Satu Panah, Tiga Nyawa
Setiap
hari, Shan membawa pulang buah-buahan dan sayuran untuk dimakan kedua
orang tuanya. Selanjutnya, ia mengambil air dari sungai di dekat tempat
tinggal mereka yang mengalir tiada henti serta menghidupi tumbuhan dan
hewan yang tak terhitung banyaknya di hutan. Pada suatu hari, Shan
seperti biasanya pergi ke sungai mengambil air. Dia memanjakan matanya
dengan memandangi pepohonan dan padang rumput yang tumbuh subur di
sekelilingnya, menghirup udara yang segar, dan mendengarkan kicauan
burung yang merdu. Dia sangat mensyukuri berkah yang dihasilkan alam.Setelah dia selesai mengisi kendi air dan hendak meninggalkan sungai, tiba-tiba sebuah panah melesat di udara dan menancap di dadanya. Dalam kebingungan, dia menyaksikan darah mengucur dari dadanya. Dia berteriak, "Siapa yang membunuh tiga orang dengan satu panah?"

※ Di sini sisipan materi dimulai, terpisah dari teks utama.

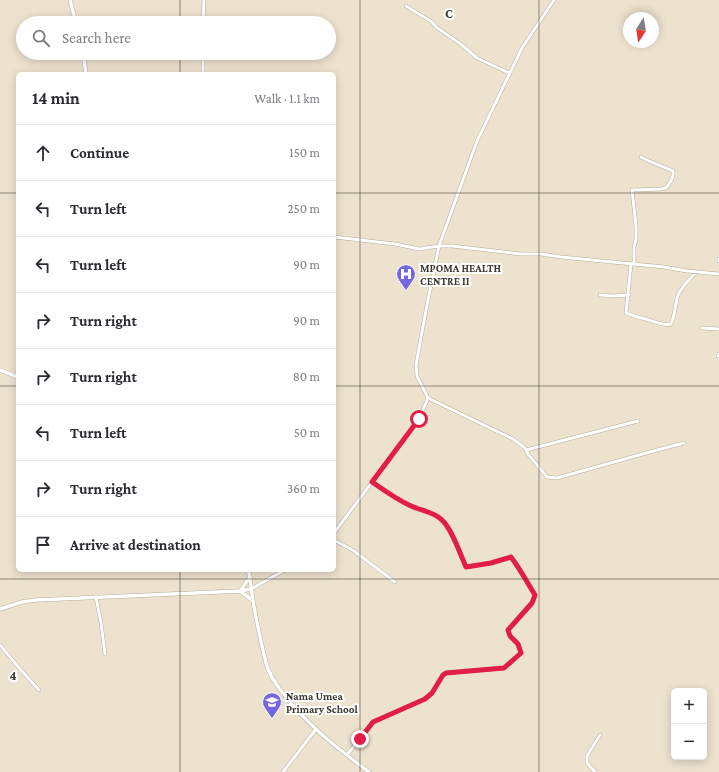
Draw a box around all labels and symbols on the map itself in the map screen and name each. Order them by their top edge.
text: C [445,6,453,21]
north arrow [623,12,659,48]
place label: MPOMA HEALTH CENTRE II [420,262,501,287]
hospital icon: MPOMA HEALTH CENTRE II [395,263,417,291]
route start [410,410,428,428]
text: 4 [9,668,17,683]
place label: Nama Umea Primary School [286,690,358,715]
school or university icon: Nama Umea Primary School [261,691,283,719]
route end [351,730,369,748]

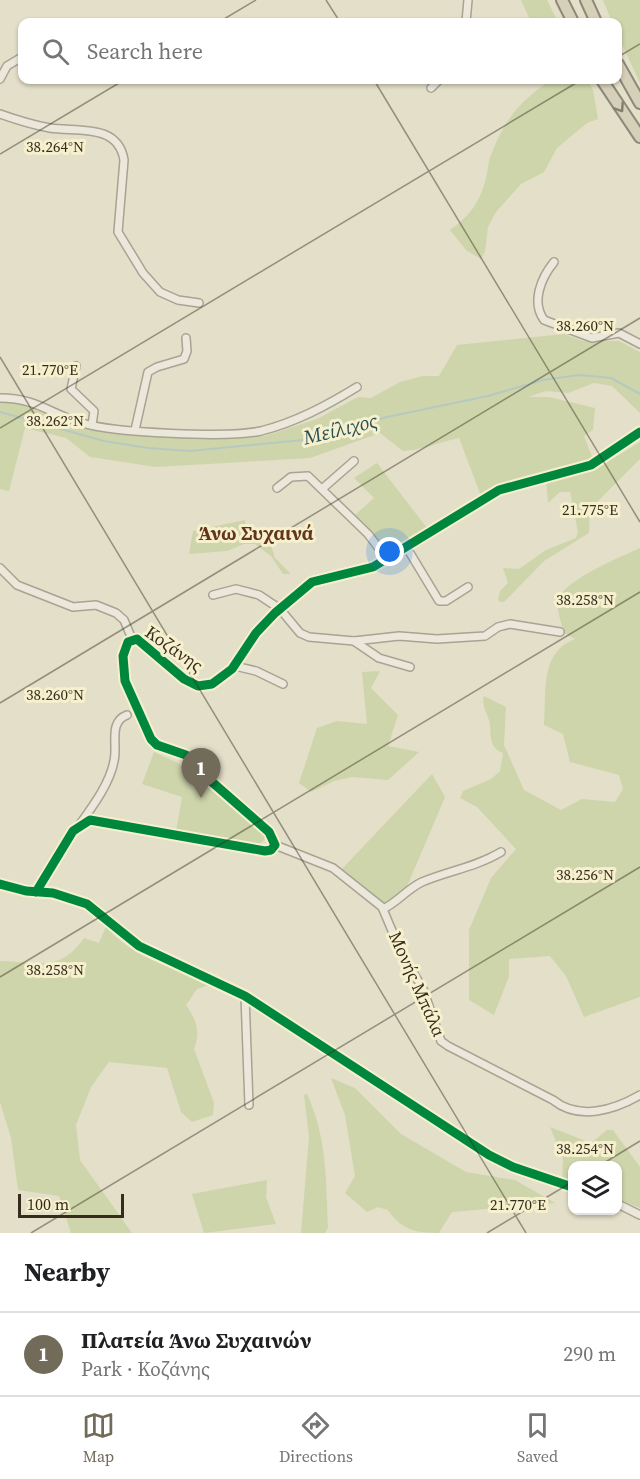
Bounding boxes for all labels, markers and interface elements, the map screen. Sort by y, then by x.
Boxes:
search box [18,18,622,84]
icon: search [39,35,72,68]
text: Search here [87,36,203,66]
one-way arrow [613,102,624,113]
text: 38.264°N [26,136,84,157]
text: 38.260°N [556,315,614,336]
text: 21.770°E [22,359,78,380]
water label: Μείλιχος [299,406,381,452]
text: 38.262°N [26,410,84,431]
text: 21.775°E [562,499,618,520]
district label: Άνω Συχαινά [198,519,314,547]
your location [375,537,404,566]
text: 38.258°N [556,589,614,610]
street label: Κοζάνης [140,620,208,678]
text: 38.260°N [26,684,84,705]
pin: 1 [182,748,220,798]
text: 38.256°N [556,864,614,885]
street label: Μονής Μπάλα [383,927,452,1040]
text: 38.258°N [26,959,84,980]
text: 38.254°N [556,1138,614,1159]
map controls [568,1161,622,1215]
button: layers [568,1161,622,1215]
scale bar [18,1191,124,1218]
text: 100 m [27,1193,69,1215]
text: 21.770°E [490,1194,546,1215]
text: Nearby [24,1254,110,1290]
text: Πλατεία Άνω Συχαινών [81,1325,311,1355]
text: 1 [38,1340,49,1368]
text: 290 m [563,1340,616,1368]
text: Park · Κοζάνης [81,1355,210,1383]
tab: Map [82,1409,115,1467]
tab: Directions [279,1409,353,1467]
tab: Saved [517,1409,558,1467]

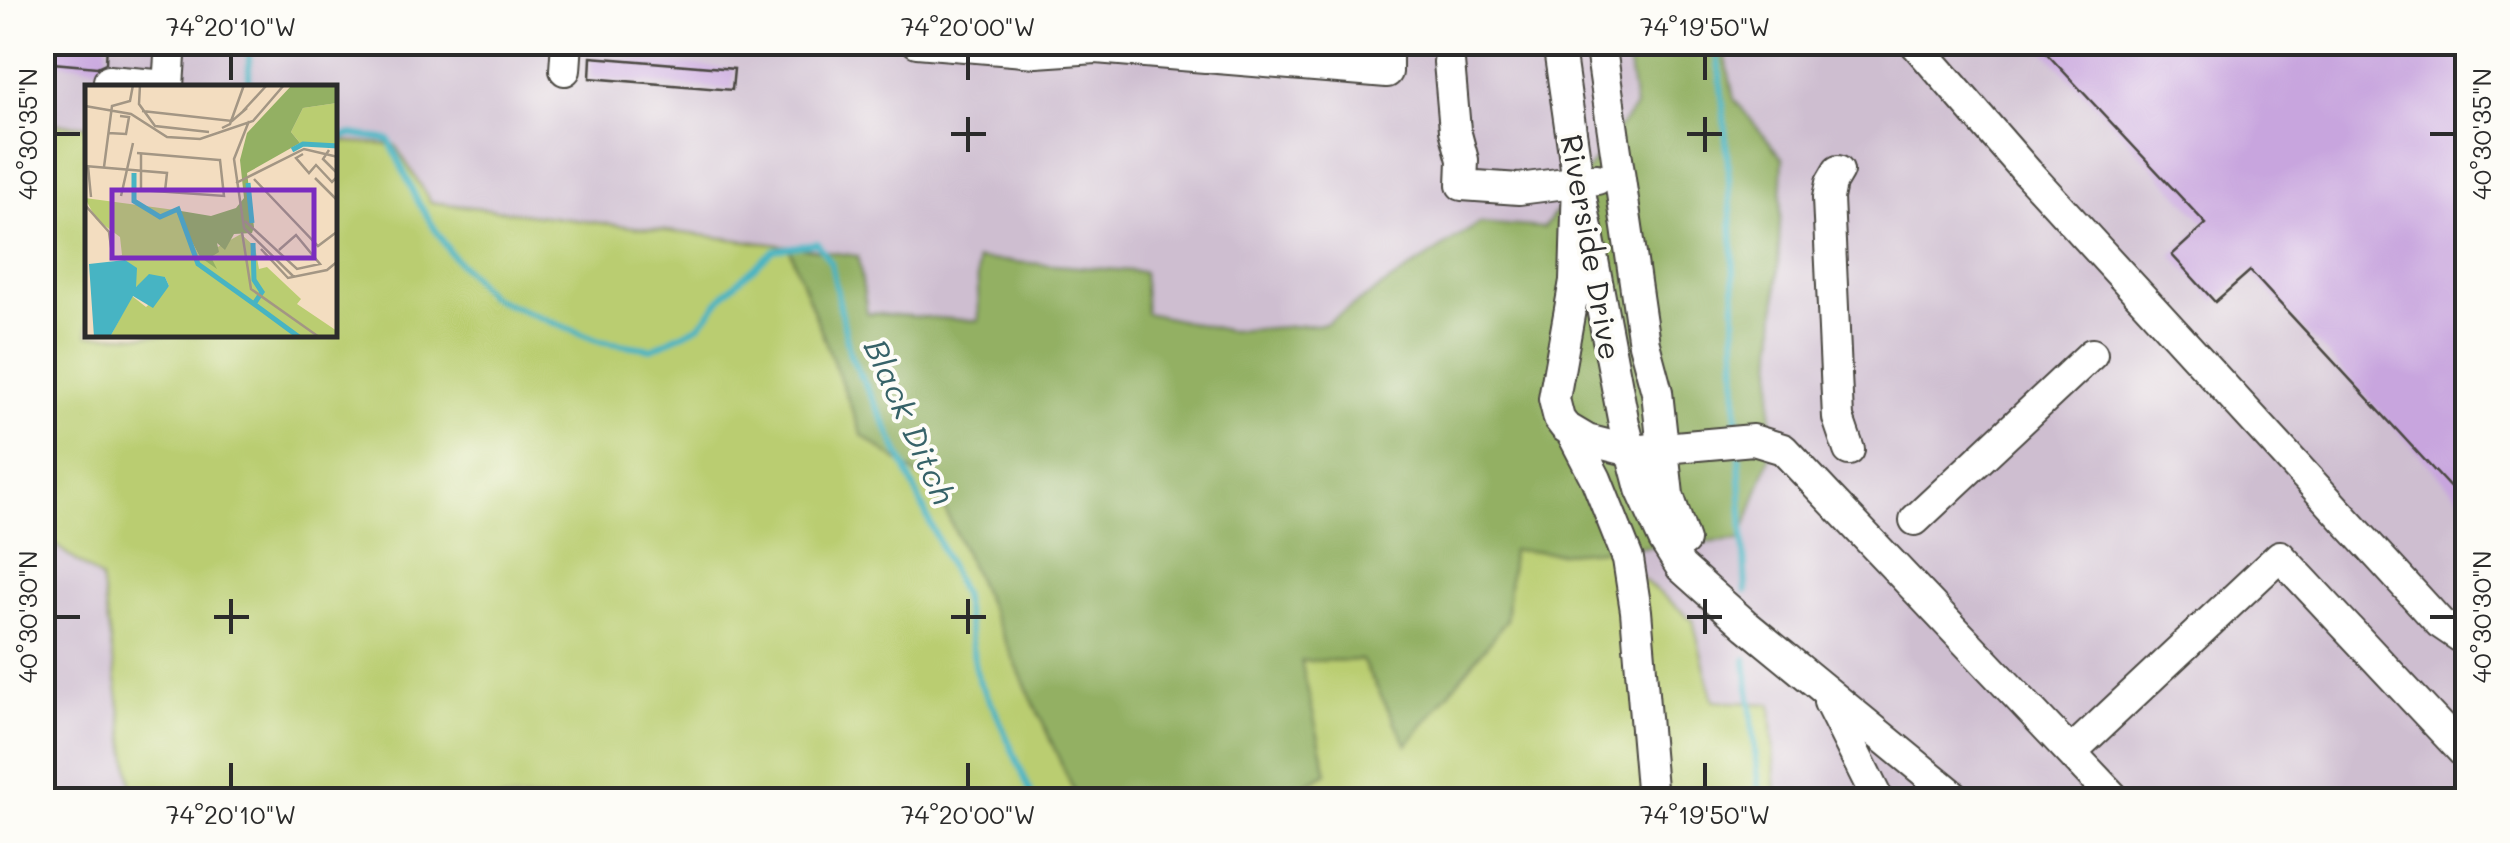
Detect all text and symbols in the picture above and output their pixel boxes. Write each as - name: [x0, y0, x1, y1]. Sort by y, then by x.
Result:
- text: 74°20'10"W: [166, 10, 296, 42]
- text: 74°20'00"W: [901, 10, 1035, 42]
- text: 74°19'50"W: [1640, 10, 1770, 42]
- text: 40°30'35"N: [11, 68, 43, 200]
- text: 40°30'35"N: [2465, 68, 2497, 200]
- inset map: [85, 85, 338, 338]
- street label: Riverside Drive: [1552, 131, 1632, 363]
- water label: Black Ditch: [856, 332, 966, 510]
- text: 40°30'30"N: [11, 551, 43, 683]
- text: 40°30'30"N: [2465, 551, 2497, 683]
- text: 74°20'10"W: [166, 798, 296, 830]
- text: 74°20'00"W: [901, 798, 1035, 830]
- text: 74°19'50"W: [1640, 798, 1770, 830]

Sekelompok orang muncul dari balik semak-semak. Sejurus kemudian, tampak seorang raja bersama rombongannya, sedang berusaha membidik seekor rusa. Akan tetapi, panah meleset dan justru mengenai Shan.

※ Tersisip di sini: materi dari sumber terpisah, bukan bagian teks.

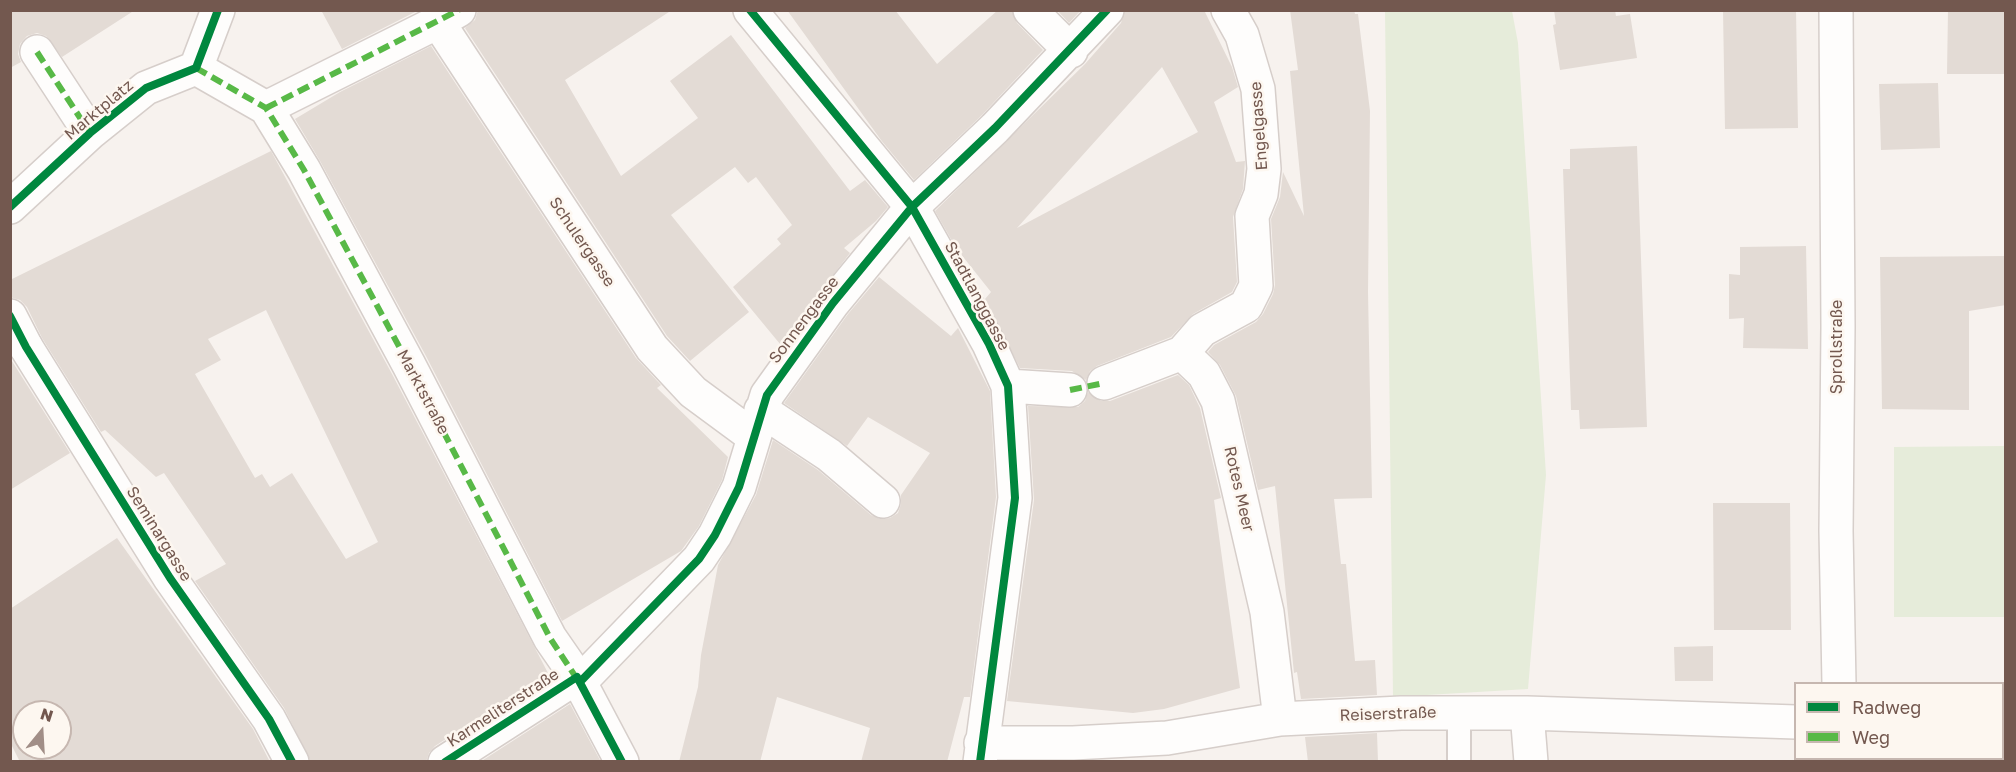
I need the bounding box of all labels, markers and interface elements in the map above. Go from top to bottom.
street label: Marktplatz [61,76,137,144]
street label: Engelgasse [1246,81,1272,171]
street label: Schulergasse [545,194,619,290]
street label: Stadtlanggasse [940,238,1014,354]
street label: Sonnengasse [765,273,843,367]
street label: Sprollstraße [1827,300,1847,394]
street label: Marktstraße [393,346,453,438]
street label: Rotes Meer [1220,444,1258,534]
street label: Seminargasse [122,483,196,585]
street label: Karmeliterstraße [443,665,563,751]
legend [1794,682,2004,760]
text: Radweg [1852,696,1921,718]
north arrow [12,700,72,760]
text: N [38,703,56,726]
street label: Reiserstraße [1339,703,1437,725]
text: Weg [1852,726,1890,748]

Sang raja menyesali kecerobohannya dan bergegas menghampiri pemuda itu dan menanyakan siapakah dirinya gerangan.
Shan menjawab dengan pelan, "Aku ke sini untuk mengambil air. Kedua orang tuaku buta dan membutuhkanku untuk merawat mereka. Jika aku mati, mereka akan mati juga!"
Mendengar hal ini, sang raja merasa sangat menyesali keteledorannya. Ia berjanji akan merawat luka pemuda tersebut dan menemui kedua orang tuanya. "Di mana kedua orang tuamu tinggal?" tanya sang raja.
Shan
menceritakan padanya bahwa ia dan kedua orang tuanya tinggal di sebuah
pondok beratap jerami tidak jauh dari tempat itu. "Tolong, katakan pada
kedua orang tua saya bahwa ini adalah kecelakaan dan sampaikan bahwa aku
tidak mampu lagi meneruskan merawat mereka..." Kemudian ia pingsan.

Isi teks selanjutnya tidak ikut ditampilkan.